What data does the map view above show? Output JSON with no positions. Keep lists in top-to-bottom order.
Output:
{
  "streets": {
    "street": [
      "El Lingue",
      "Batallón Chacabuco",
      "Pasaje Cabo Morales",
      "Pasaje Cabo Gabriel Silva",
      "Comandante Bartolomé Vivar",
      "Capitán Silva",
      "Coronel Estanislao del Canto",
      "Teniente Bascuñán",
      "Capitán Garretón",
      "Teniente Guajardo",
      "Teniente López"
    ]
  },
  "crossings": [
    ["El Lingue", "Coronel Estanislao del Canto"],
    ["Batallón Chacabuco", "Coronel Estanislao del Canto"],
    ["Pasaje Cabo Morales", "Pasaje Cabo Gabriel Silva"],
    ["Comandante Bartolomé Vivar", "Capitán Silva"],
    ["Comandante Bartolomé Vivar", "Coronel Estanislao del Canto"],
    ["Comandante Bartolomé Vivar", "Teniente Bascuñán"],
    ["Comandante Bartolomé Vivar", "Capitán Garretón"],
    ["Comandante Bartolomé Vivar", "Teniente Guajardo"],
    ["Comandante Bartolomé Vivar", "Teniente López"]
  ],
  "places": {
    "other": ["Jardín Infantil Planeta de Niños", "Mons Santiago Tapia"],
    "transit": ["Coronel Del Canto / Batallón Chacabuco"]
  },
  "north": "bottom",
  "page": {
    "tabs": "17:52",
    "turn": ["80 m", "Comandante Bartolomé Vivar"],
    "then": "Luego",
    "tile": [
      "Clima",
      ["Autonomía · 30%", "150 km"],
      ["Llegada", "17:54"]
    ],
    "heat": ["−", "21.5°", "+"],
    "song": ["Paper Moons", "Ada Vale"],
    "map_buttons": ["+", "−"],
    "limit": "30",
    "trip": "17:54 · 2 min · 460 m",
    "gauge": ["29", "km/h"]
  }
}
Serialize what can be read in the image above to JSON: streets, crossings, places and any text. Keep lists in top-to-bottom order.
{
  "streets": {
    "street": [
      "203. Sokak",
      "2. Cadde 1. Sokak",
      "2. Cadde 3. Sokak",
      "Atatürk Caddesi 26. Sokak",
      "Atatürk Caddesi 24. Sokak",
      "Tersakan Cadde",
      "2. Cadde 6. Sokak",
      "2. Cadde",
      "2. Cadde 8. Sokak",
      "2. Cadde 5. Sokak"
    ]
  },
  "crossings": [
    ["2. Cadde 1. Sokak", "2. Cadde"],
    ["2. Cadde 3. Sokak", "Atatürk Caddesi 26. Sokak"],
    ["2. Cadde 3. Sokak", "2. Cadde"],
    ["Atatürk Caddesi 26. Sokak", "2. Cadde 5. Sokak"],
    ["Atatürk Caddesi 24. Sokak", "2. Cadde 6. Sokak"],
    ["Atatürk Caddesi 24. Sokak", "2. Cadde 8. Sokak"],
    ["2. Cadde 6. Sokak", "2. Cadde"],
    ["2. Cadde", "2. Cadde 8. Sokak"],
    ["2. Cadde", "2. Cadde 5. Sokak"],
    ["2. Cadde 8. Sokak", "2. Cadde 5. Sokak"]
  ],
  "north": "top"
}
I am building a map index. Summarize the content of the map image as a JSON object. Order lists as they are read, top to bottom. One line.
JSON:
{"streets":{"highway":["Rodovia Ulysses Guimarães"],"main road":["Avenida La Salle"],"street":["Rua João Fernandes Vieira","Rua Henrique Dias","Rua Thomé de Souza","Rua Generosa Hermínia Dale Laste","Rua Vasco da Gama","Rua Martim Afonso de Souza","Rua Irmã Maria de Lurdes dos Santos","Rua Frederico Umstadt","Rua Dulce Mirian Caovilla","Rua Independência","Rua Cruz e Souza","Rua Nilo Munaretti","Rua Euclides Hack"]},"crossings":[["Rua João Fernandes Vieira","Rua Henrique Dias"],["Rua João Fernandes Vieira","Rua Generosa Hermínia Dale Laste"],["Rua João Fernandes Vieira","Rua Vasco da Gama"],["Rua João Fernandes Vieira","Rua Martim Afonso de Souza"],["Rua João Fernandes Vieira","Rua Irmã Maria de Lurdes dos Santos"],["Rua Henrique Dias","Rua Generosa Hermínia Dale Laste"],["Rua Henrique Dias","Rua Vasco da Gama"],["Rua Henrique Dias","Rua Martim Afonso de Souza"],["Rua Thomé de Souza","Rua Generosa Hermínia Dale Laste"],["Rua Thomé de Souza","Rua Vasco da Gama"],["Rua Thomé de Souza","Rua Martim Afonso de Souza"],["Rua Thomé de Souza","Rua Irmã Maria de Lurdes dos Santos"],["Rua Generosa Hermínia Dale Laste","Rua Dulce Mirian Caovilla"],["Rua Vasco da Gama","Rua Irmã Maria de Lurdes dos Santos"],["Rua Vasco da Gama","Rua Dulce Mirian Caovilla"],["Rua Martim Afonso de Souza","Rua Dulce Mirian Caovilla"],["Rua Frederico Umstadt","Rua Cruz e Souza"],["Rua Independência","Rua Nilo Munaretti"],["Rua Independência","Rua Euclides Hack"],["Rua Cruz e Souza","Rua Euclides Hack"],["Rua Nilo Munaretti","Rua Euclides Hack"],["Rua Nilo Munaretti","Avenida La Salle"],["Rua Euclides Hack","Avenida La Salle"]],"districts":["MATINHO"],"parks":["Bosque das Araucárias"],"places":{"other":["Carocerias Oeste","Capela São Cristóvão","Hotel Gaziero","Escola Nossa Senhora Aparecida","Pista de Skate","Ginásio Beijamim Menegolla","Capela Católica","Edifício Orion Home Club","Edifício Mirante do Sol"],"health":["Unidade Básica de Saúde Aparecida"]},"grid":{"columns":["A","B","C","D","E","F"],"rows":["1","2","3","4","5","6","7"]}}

________________________________________

» Exercise directions: Write out exactly the lines that fall from the line with "Serialize what can" to the line with "I am building" in the records above, keeping both ends.

» Problem solution:
Serialize what can be read in the image above to JSON: streets, crossings, places and any text. Keep lists in top-to-bottom order.
{
  "streets": {
    "street": [
      "203. Sokak",
      "2. Cadde 1. Sokak",
      "2. Cadde 3. Sokak",
      "Atatürk Caddesi 26. Sokak",
      "Atatürk Caddesi 24. Sokak",
      "Tersakan Cadde",
      "2. Cadde 6. Sokak",
      "2. Cadde",
      "2. Cadde 8. Sokak",
      "2. Cadde 5. Sokak"
    ]
  },
  "crossings": [
    ["2. Cadde 1. Sokak", "2. Cadde"],
    ["2. Cadde 3. Sokak", "Atatürk Caddesi 26. Sokak"],
    ["2. Cadde 3. Sokak", "2. Cadde"],
    ["Atatürk Caddesi 26. Sokak", "2. Cadde 5. Sokak"],
    ["Atatürk Caddesi 24. Sokak", "2. Cadde 6. Sokak"],
    ["Atatürk Caddesi 24. Sokak", "2. Cadde 8. Sokak"],
    ["2. Cadde 6. Sokak", "2. Cadde"],
    ["2. Cadde", "2. Cadde 8. Sokak"],
    ["2. Cadde", "2. Cadde 5. Sokak"],
    ["2. Cadde 8. Sokak", "2. Cadde 5. Sokak"]
  ],
  "north": "top"
}
I am building a map index. Summarize the content of the map image as a JSON object. Order lists as they are read, top to bottom. One line.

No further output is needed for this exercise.